OHL will more than quadruple its Ebitda to 1 billion euros in 2017, increasing sales by 30% to 5 billion from a year earlier, according to estimates prepared by the company for its Investor Day and sent to the Stock Market Regulator (CNMV).
The company attributed “such sizeable” Ebitda growth (+352%) to the one-off restructuring in 2016 of the ‘legacy’ projects, those international projects which had a variety of problems and cost overruns.
As this recovery continues, OHL expects sales to rise 28% to 6.4 billion euros in 2018 year-on-year, with Ebitda increasing 23% to 1.2 billion.
OHL explained that these forecasts are supported by the recovery in Engineering and Construction, as well as by the reduction in structural costs, which will be around 40-50 million euros over the next year, year and a half.
It highlighted that it is entering a new cycle, the results of which will be visible in the next two years, the key years within its 2020 Strategic Plan, determining the company’s future.
Since the arrival of the new management team in June 2016, OHL has focused its strategy on strengthening its balance sheet, including full acknowledgement of the “legacy” projects, as well as boosting its presence in its ‘home markets’. It also aims to tighten the mechanisms for risk control and contractual management during the stages of a bid and its execution, as well as prioritise the return-risk binomial over the growth target.
As well as all the above, the company has also taken a “firm” bet on reducing its debt, thanks to a policy of asset rotation.
Thanks to its efforts to cut net debt with recourse, OHL expects this to reach 177 million euros in 2017 – proforma including planned divestments – compared with 748 million euros in 2016, a drop of over 76%.
To meet this target, the company will rotate some of its assets.
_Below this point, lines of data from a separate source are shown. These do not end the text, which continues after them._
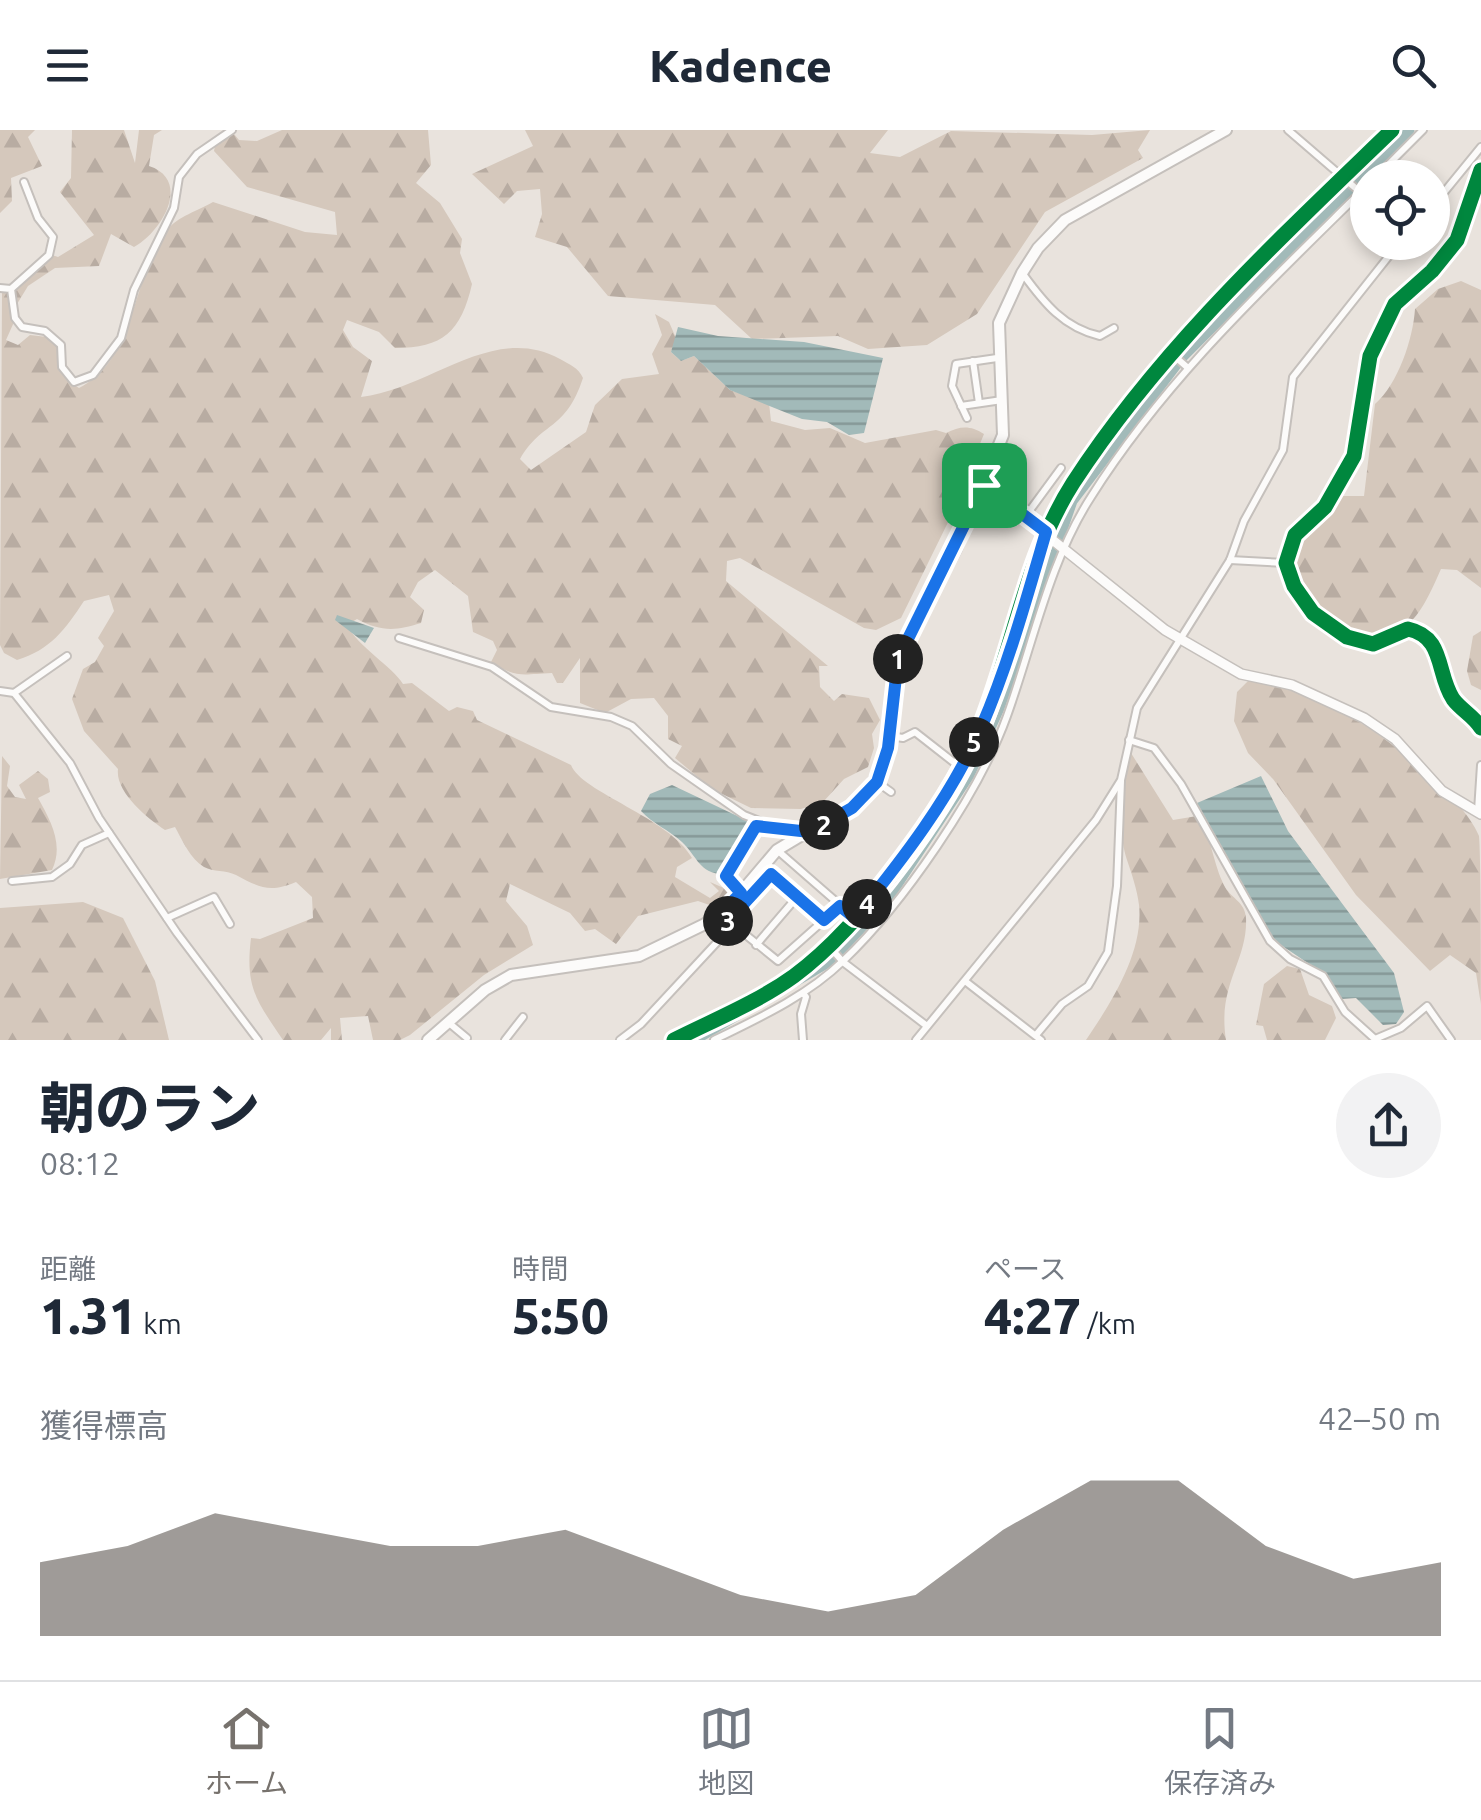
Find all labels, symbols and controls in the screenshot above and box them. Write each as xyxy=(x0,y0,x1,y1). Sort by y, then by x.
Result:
icon: menu xyxy=(40,38,95,93)
icon: search xyxy=(1386,38,1441,93)
text: Kadence xyxy=(649,40,832,91)
map controls xyxy=(1350,160,1450,260)
button: locate xyxy=(1350,160,1450,260)
pin xyxy=(942,443,1027,528)
icon: arrive xyxy=(957,458,1012,513)
pin: 1 xyxy=(873,634,923,684)
text: 1 xyxy=(890,643,906,674)
pin: 5 xyxy=(949,717,999,767)
text: 5 xyxy=(966,726,982,757)
pin: 2 xyxy=(799,800,849,850)
text: 2 xyxy=(816,809,832,840)
pin: 4 xyxy=(842,879,892,929)
text: 4 xyxy=(859,888,875,919)
pin: 3 xyxy=(703,896,753,946)
text: 3 xyxy=(720,905,736,936)
button: share xyxy=(1336,1073,1441,1178)
text: 朝のラン xyxy=(40,1077,260,1138)
text: 08:12 xyxy=(40,1145,120,1181)
text: 距離 xyxy=(40,1253,96,1284)
text: 時間 xyxy=(512,1253,568,1284)
text: ペース xyxy=(984,1253,1067,1284)
text: 1.31 xyxy=(40,1287,137,1343)
text: 5:50 xyxy=(512,1287,609,1343)
text: 4:27 xyxy=(984,1287,1081,1343)
text: km xyxy=(137,1308,182,1339)
text: /km xyxy=(1081,1308,1136,1339)
text: 42–50 m xyxy=(1318,1400,1441,1436)
text: 獲得標高 xyxy=(40,1407,168,1443)
tab: ホーム xyxy=(205,1701,288,1801)
tab: 地図 xyxy=(698,1701,754,1801)
tab: 保存済み xyxy=(1164,1701,1276,1801)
These include divestments in Abertis (2.5%), Centro Canalejas Madrid (17.5%), Mayakoba (80%-51%), PSV (100%), Autovía A-2 (75%) and the entrance of minority partners in the greenfield concessions in Latin America.
OHL assured investors that its construction model is “healthy and profitable”. It has a portfolio of 6 billion euros, nearly 90% of which is in its ‘home markets’ (the US, Canada, Mexico, Peru, Chile, Colombia, Spain and Central Europe) and a gross margin of 8%.
The company considers the Nordic countries, Ireland and Saudi Arabia as potential ‘home markets’ and is revising its presence in Australia, the Philippines and Vietnam.